4. Uno sguardo al futuro
Il futuro presenta come al solito margini d’incertezza: in particolare non è possibile stabilire se il forte rallentamento demografico rappresenti o meno l’inizio di una nuova fase di squilibrio di lungo periodo; ma è certamente possibile che esso ponga nei primi decenni del secolo XXI forti ostacoli allo sviluppo economico del paese. Le caratteristiche tipiche del nuovo regime demografico, in particolare il costante calo della mortalità degli anziani e la natalità a livelli minimi, portano a un invecchiamento della popolazione che ha almeno due effetti. Da una parte si ha un aumento delle classi percettrici di trasferimenti sociali a fronte di una riduzione delle classi attive, e questo mette in crisi lo Stato sociale, in particolare il sistema previdenziale e assistenziale. Dall’altra l’ingente necessità di trasferimenti alle classi economicamente improduttive non consente di alleviare alcuni costi che gravano sulle famiglie, riducendone così la fecondità: il reddito a cui rinunciano le donne che decidono di non lavorare è elevato, e così il costo per educare i figli, a cui si aggiunge la lunga durata della loro permanenza in famiglia.

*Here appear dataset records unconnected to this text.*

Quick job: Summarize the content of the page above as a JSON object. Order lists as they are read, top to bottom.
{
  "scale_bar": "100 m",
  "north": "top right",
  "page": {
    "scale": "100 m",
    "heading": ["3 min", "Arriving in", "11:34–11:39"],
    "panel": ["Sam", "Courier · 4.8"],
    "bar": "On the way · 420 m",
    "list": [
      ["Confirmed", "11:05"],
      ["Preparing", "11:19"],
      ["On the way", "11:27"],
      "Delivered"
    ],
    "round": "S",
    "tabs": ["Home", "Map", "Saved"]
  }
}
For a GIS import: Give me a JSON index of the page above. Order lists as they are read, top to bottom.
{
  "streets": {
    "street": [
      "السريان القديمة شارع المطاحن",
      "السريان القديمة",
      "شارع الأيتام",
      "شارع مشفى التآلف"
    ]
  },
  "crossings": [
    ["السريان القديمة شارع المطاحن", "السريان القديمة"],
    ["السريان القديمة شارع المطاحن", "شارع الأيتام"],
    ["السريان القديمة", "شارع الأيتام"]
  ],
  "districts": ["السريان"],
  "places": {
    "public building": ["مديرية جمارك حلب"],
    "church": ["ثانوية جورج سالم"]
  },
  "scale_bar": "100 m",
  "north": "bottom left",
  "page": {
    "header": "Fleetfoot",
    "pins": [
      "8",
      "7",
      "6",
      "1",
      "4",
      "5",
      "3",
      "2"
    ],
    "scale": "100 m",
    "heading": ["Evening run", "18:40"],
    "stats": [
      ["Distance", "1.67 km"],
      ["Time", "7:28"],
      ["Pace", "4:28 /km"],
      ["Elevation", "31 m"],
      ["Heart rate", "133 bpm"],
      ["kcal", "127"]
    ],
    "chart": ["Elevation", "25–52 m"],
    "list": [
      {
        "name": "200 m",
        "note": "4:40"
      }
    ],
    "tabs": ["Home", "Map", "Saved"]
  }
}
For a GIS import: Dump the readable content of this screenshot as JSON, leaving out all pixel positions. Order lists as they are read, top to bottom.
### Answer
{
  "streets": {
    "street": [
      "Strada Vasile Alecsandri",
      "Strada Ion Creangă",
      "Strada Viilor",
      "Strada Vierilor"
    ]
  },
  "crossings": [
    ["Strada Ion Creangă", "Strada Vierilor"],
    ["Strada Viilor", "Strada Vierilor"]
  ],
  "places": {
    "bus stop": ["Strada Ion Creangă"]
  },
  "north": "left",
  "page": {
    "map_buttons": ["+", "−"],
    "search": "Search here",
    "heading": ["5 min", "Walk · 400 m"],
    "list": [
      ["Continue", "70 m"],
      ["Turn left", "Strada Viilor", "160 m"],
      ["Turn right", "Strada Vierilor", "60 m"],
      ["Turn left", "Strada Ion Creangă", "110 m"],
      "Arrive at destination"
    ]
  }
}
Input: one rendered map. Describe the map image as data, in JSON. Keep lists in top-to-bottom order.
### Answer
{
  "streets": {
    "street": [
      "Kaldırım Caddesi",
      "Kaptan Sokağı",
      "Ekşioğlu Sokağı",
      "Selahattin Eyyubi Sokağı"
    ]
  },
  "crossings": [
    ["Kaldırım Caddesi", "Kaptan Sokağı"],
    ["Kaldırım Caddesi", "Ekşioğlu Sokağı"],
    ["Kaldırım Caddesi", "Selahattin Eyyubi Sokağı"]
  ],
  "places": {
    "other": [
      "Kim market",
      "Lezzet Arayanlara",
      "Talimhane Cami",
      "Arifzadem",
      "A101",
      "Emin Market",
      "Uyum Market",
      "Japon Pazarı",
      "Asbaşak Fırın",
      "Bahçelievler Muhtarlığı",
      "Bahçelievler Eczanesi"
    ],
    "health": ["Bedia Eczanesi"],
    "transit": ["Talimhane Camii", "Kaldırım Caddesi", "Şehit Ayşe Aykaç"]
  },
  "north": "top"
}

Prescindendo dall’ipotesi che lega eventuali potenzialità di sviluppo del sistema economico a potenzialità di sviluppo dal punto di vista demografico, un’immigrazione che possa riequilibrare la struttura della popolazione sembra inevitabile. Si tratta però di una notevole incognita: infatti, in mancanza di un accurato controllo, che consenta un afflusso di persone economicamente attive dall’estero di pari passo con l’evolversi delle necessità interne, l’immigrazione si trasforma fatalmente in fonte di nuovi grandi problemi sociali.
Pier Marco Ferraresi
Per approfondire: vedi una sintesi della storia demografica d’Italia, in Lorenzo Del Panta, Massimo Livi Bacci, Giuliano Pinto ed Eugenio Sonnino, La popolazione italiana dal medioevo ad oggi, Laterza, Roma-Bari 1996; vedi pure Nora Federici (a cura di), La popolazione in Italia, Boringhieri, Torino 1976; e Atos Bellettini (1921-1983), La popolazione italiana. Un profilo storico, Einaudi, Torino 1987. Vedi una sintesi breve e completa di più ampio spettro, anche se a tratti un po’ tecnica, in M. Livi Bacci, Storia minima della popolazione del mondo, il Mulino, Bologna 1998, che chiarisce bene le relazioni della demografia con le altre scienze sociali. Sugli aspetti etici della questione demografica e sulle sue relazioni con lo sviluppo, vedi Lorenzo Cantoni, Il problema della popolazione mondiale e le politiche demografiche. Aspetti etici, Cristianità, Piacenza 1994.